The basic weight of the substrate used in the process is 50-150 gsm, preferably between 80 to 120 gsm. The fiber used in the making of such substrates can be of electrical grade fiber. The flat sheet that is to be corrugated is first passed through the desired concentration of water glass solution (from 15-40%, preferably 30%), with or without active carbon material or hydrophobic zeolite. The sheets are dried in a drying chamber, preferably using infra-red heating to ensure that the moisture content is in the desired range of 15-40%, preferably 20%. While, other types of water soluble silicates such as potassium silicate can also be used, sodium silicate is preferable due to its cost efficiency, high solubility of its byproducts, higher bonding strength and easy availability.

It is preferable to use neutral grade water soluble silicate, preferably sodium silicate to impregnate the fiber glass substrate. It is observed that the presence of high alkali content in alkaline grade as compared to neutral grade silicate necessitates use of a large quantity of reactants. Use of alkaline grade sodium silicate also results in a higher rate of gelation than neutral grade sodium silicate. The gelling rate adversely affects the characteristics of the desiccants.
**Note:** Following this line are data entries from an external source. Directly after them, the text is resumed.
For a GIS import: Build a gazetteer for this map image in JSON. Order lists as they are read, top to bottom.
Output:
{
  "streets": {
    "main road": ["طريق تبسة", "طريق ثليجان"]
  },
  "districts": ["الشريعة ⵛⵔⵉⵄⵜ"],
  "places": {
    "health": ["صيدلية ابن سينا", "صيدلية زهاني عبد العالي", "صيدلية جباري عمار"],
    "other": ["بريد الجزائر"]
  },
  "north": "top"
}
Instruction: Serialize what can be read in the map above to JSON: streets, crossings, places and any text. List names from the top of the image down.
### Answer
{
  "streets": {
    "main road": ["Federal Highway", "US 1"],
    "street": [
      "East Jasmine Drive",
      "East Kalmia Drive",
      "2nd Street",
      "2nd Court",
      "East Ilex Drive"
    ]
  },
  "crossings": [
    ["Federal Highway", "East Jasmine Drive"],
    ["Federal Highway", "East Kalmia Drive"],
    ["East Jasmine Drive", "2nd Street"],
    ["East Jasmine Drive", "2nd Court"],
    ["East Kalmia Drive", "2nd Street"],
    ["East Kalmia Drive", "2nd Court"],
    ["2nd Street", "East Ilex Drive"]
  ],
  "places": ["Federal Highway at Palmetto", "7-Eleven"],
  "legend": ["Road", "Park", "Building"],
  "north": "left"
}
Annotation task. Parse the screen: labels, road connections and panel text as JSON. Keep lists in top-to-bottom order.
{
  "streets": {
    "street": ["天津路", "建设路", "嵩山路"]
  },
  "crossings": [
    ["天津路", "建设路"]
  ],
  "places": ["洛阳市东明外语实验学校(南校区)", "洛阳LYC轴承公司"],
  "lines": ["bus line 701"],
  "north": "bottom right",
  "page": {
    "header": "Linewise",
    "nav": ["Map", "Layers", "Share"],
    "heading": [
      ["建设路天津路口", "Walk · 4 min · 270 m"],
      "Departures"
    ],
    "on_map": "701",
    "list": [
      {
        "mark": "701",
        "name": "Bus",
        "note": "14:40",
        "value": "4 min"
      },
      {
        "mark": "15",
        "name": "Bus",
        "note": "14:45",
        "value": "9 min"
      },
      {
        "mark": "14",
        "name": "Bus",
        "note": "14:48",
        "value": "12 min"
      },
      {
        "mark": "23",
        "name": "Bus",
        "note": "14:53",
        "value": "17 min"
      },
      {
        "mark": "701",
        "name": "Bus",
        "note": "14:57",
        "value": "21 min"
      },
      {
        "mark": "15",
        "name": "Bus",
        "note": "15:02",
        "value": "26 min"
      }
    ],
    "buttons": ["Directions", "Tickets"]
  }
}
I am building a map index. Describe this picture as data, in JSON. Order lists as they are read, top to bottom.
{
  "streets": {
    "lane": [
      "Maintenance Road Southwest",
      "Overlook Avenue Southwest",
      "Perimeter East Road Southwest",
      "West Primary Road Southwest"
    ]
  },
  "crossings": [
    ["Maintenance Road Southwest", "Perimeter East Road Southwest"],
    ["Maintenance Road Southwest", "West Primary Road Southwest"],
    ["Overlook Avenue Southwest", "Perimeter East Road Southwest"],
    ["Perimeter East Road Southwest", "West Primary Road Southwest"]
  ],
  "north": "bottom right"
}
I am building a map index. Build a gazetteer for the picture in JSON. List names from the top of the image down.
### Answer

The process of in situ synthesis of the desiccant material on the substrate can be accomplished simultaneously with the deposition of active carbon and/or hydrophobic zeolite material such as HISIV or ZS 05. The use of active carbon and/or hydrophobic zeolitic material enhances the level of odour removal and also provides a significant enhancement in structural strength of the substrate itself. Active carbon (and/or hydrophobic zeolitic material) in the form of powder is mixed with water soluble silicate or any suitable binder-inorganic or organic_prior to the formation of the desiccant in situ. This enables capture/encapsulation of active carbon particles or hydrophobic zeolite within the desiccant, thereby enhancing odour control, VOC adsorption, and the structural strength of the matrix itself. The corrugated sheet is produced by passing the silicate (or silicate and active carbon or hydrophobic zeolite) impregnated flat sheet through a toothed roller. Moisture content of the silicate or silicate and active carbon or hydrophobic zeolite impregnated sheets, grade of water glass, corrugated rolls, the control of clearances on the adhesive rolls and the curing heat of the adhesive are important in making a single facer unit. The corrugated sheet and the flat sheet are pressed together using additional rolls of the same material that is used for corrugation. It is preferable to avoid the use of adhesive while making single facer, even with the same water glass used for impregnation, in order to avoid powdering or higher pressure drops after synthesis. This is achieved by keeping higher moisture content in the flat sheet.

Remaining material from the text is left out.